The serendipity origin of El pudín negro… recalls the earlier tertullia which resulted in the creation of El chaleco blanco. In July 1904 a group of writers and composers met in Madrid’s famous Café Inglés to celebrate the opening of the Trans-Siberian railway with consumption of vodka and sherry trifle. Much later on in the evening Chueca’s famous hat was pressed into use and filled with a random list of adjectives, common nouns and placenames. Arniches drew what he describes in his diary as “el paja corto” (“short straw”), but surprised his colleagues by coming up with this most witty and insouciant libretto within 24 hours. Though Arniches squarely based the composition of the pudding itself on hints taken from a sub-plot of Sir Walter Scott’s novel El enano negro (The Black Dwarf), the main lines of his plot are entirely original. Despite its impeccable género ínfimo credentials, El pudín negro’s mix of British and typical madrileño characters, globe-trotting peregrination and pronounced vein of comedy fantasy are more likely to bring to mind Caballero’s ever-popular Los sobrinos del capitán Grant, though Torregrosa’s score is if anything more varied and entertaining.

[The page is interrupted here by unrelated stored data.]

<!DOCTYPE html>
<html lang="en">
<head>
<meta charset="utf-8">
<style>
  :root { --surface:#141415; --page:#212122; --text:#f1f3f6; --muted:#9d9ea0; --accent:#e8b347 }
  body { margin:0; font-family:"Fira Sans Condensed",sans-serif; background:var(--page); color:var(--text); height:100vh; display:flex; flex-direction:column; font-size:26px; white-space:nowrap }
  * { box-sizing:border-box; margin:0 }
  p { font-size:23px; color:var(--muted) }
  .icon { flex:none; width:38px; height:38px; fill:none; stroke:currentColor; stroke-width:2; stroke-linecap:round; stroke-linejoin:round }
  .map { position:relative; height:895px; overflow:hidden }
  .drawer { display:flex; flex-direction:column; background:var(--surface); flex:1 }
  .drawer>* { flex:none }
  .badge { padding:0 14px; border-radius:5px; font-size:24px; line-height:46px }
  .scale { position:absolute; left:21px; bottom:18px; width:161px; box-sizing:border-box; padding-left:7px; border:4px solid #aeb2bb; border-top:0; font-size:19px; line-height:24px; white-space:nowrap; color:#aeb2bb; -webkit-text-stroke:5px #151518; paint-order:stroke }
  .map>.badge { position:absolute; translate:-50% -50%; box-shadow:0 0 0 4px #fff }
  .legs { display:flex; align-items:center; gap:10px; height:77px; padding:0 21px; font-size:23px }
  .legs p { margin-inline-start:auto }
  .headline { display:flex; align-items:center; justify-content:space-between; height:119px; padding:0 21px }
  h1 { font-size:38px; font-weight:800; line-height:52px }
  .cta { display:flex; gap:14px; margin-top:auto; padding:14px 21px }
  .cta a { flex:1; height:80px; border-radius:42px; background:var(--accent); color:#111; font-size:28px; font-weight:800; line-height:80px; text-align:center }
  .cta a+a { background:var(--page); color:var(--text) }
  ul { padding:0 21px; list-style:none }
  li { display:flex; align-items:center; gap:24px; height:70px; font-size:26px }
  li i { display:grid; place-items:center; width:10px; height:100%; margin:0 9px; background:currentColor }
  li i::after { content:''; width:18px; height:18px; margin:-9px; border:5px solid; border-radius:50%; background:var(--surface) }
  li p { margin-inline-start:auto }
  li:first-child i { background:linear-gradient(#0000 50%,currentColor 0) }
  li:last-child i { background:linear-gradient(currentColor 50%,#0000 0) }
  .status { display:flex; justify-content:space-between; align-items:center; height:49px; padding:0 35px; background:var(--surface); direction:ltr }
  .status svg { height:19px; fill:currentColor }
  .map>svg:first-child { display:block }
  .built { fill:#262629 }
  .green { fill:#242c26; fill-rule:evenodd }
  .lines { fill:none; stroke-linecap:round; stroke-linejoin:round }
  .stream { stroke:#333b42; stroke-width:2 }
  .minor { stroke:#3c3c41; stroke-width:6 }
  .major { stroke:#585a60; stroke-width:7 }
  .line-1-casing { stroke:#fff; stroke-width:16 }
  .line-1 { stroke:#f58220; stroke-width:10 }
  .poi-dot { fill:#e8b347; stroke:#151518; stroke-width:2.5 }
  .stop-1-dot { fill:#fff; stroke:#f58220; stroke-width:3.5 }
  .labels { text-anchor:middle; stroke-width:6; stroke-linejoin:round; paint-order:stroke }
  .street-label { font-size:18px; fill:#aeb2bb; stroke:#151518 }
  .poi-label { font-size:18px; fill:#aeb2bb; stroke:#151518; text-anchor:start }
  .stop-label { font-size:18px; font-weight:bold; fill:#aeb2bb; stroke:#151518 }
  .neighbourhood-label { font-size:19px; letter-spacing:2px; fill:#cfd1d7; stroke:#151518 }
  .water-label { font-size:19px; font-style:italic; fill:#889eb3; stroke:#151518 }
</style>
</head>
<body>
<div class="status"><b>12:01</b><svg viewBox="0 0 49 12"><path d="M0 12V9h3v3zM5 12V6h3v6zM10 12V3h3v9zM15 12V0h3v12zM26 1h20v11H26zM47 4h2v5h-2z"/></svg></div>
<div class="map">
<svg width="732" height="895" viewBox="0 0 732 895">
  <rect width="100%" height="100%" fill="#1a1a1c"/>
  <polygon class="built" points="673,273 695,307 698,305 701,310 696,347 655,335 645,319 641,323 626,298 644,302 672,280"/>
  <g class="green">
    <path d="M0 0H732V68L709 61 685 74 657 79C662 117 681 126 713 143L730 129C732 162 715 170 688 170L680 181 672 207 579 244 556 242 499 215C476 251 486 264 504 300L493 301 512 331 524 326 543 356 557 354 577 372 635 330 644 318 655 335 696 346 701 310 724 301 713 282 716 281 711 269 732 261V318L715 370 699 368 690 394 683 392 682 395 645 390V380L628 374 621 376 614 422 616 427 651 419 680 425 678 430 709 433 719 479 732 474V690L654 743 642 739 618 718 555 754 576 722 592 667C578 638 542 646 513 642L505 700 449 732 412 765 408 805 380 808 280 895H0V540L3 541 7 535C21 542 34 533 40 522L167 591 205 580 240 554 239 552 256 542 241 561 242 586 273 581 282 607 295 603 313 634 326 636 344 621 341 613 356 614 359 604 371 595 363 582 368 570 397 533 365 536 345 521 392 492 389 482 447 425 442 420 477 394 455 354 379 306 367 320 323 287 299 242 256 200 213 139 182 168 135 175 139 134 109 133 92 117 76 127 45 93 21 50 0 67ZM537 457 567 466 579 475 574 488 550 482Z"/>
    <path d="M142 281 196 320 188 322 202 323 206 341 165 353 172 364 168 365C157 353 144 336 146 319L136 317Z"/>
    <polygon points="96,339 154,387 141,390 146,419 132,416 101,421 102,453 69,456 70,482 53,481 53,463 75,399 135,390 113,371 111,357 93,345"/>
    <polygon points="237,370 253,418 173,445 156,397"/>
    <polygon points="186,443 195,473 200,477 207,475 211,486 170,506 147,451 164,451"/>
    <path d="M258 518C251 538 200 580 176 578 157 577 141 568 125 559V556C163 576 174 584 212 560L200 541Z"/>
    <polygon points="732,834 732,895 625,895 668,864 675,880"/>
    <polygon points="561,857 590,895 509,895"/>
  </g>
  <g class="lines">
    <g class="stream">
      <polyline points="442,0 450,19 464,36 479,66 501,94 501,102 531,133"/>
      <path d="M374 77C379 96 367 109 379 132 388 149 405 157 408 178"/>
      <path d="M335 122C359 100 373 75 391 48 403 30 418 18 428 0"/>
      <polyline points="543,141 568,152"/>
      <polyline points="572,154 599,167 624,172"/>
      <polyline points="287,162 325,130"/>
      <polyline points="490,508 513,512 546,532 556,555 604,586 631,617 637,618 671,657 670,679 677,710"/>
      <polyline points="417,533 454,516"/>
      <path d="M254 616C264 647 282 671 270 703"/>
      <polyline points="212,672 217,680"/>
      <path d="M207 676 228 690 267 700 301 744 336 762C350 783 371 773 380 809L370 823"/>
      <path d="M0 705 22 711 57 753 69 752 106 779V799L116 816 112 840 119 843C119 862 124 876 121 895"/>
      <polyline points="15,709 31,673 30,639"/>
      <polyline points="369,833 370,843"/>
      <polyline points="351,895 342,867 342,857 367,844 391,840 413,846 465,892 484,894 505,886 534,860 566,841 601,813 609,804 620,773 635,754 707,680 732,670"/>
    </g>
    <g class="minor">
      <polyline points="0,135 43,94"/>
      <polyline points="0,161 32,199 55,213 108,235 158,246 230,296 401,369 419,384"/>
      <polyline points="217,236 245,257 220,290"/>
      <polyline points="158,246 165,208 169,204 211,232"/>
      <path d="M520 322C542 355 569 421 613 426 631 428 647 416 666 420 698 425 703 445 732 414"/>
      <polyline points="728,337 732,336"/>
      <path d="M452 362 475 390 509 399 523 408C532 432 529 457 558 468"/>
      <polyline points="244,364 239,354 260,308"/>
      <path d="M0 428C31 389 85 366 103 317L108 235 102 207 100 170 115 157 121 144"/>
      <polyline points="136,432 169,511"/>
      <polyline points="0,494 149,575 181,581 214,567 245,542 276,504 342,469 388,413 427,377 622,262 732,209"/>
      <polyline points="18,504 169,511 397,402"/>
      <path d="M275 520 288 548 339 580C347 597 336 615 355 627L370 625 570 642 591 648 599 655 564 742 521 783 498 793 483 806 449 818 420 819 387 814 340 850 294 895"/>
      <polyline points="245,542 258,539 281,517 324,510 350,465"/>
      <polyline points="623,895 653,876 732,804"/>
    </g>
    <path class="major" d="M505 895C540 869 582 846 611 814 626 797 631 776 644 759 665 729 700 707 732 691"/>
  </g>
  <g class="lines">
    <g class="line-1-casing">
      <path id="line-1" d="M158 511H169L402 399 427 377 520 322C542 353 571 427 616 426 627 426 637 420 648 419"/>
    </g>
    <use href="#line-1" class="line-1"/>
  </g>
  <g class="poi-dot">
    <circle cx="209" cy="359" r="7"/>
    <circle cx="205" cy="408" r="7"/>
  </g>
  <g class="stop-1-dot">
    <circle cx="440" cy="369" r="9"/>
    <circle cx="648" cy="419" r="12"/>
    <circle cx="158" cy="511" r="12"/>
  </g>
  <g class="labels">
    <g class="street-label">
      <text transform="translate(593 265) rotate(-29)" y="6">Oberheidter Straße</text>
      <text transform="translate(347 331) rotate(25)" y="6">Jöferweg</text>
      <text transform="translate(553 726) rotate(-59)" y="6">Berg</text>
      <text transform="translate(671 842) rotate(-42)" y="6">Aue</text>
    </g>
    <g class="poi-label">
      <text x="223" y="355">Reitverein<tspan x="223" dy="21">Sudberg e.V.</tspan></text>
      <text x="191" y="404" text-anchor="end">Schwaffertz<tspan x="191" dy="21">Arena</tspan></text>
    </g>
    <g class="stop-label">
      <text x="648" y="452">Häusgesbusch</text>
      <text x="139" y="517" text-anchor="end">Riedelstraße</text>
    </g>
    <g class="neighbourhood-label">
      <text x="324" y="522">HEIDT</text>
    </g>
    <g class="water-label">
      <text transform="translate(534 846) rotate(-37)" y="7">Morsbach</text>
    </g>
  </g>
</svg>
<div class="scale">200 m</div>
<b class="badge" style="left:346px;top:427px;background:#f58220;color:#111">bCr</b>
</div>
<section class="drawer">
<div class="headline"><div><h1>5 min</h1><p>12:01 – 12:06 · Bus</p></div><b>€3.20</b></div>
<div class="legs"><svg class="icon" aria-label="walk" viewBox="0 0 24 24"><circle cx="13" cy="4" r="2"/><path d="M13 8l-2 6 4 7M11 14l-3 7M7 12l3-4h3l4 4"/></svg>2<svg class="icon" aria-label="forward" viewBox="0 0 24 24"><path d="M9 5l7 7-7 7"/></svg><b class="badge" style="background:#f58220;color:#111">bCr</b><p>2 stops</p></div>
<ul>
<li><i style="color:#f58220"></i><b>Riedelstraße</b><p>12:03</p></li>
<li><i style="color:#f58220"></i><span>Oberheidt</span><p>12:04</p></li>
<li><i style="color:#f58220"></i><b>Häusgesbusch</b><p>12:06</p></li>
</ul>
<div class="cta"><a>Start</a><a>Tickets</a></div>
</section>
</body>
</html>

His regular compositional partner Valverde is credited with the idea of introducing the English music-hall song “Where did you get that Hat?” into the London pub scene, as a compliment to Chueca’s headpiece which had been – in a real sense – the inspiration behind the composition of the work.
One of them, the portly and middle-aged sergeant of the civil guard Pando (spoken role), pleads with the vivacious local beauty Maris-Pipa (tiple-soprano) to allow him to take her to the verbena; but his conversation is so laced with feeble double-entendres that she laughs in his face, making clear that she would rather step out with one of the émigrés, the poor but honest Wee José (baritone), whose Spanish is too simple to rise to such ambiguities. The young man overhears her mocking praise but, good-hearted lad that he is, he decides that he will express his feeling by offering her the only gift he can – a large Black Pudding sent him as a Christmas Present by his agéd mother, back home in Stornoway on the beautiful Isle of Lewis. He steps forward, producing his pudding with a flourish, but unluckily Pando mistakes it for a truncheon. Frightened, he blows his whistle and a trio of fellow guards (tenor, baritone, bass) arrive at the double (Escena y Coro: “¡Aquí estamos, que blandir nuestras porras!”) The tenement women take Wee José’s side, a hilarious fight ensues, and the guards retreat in the teeth of a full-scale Guajiras danced at full pelt.
Maris-Pipa realises that they are bound to return soon with reinforcements; and with the help of another admirer, the gentle but simple-minded Desecho (comic tenor), she smuggles Wee José out in a large crate which is to be taken to the river Manzanares for export to England, but at least safe from the vengeance of Pando. The ensuing Terceto: “¡Ayuda ... vamos a ponerlo en la caja!” is a brilliant “patter” number and one of the highlights of Torregrosa’s score. Maris-Pipa, left with nothing but her Black Pudding, feels guilt mixed with growing love for Wee José and in a touching Romanza:“Morcilla fatal” she pours out her grief. The scene ends in lively manner with the frustration of Pando as he returns with a whole platoon of guards, only to be faced with the mocking laughter of the women (Final:“¡Jejeje!”). After a gentle Intermedio, featuring a ravishing instrumental dúo for bass tuba and piccolo, we reach…
The pub crowd are still applauding loudly when a group of Pearly Kings burst in, led by the Alcalde (Mayor) of London – Pando in disguise, secretly tailing Maris-Pipa in order to track down his rival. They dance a rumbustious Seguidillas with the debutantes. The “Alcalde” soon wins Maris-Pipa’s trust, and when she produces the Black Pudding as her only clue he promises to help her find her lover. The sight of the fatal sausage elicits a cry from “Lord Tennyson”, who flinging off his beard throws himself onto Pando – in reality he is indeed Wee José, himself following Maris-Pipa to test her fidelity! Once again the women take his side, and as the Pearly Kings retreat before the onslaught of the debutantes Desecho creates a distraction by grabbing Pando’s Mayorial sombrero de tres picos ( tricorne) and launching into the brilliant Pasodoble:“¿Where did you get that hat?”, a daringly contrapuntal ensemble in which everyone joins. Under cover of the culminating fugue, Maris-Pipa and Wee José slip out of the Dirty Duck towards a nearby paddle-steamer, the Balmoral. Pando realises all too late what’s afoot; and the curtain falls as the steamer sails off into the sunset with the Pearly Kings in hot pursuit.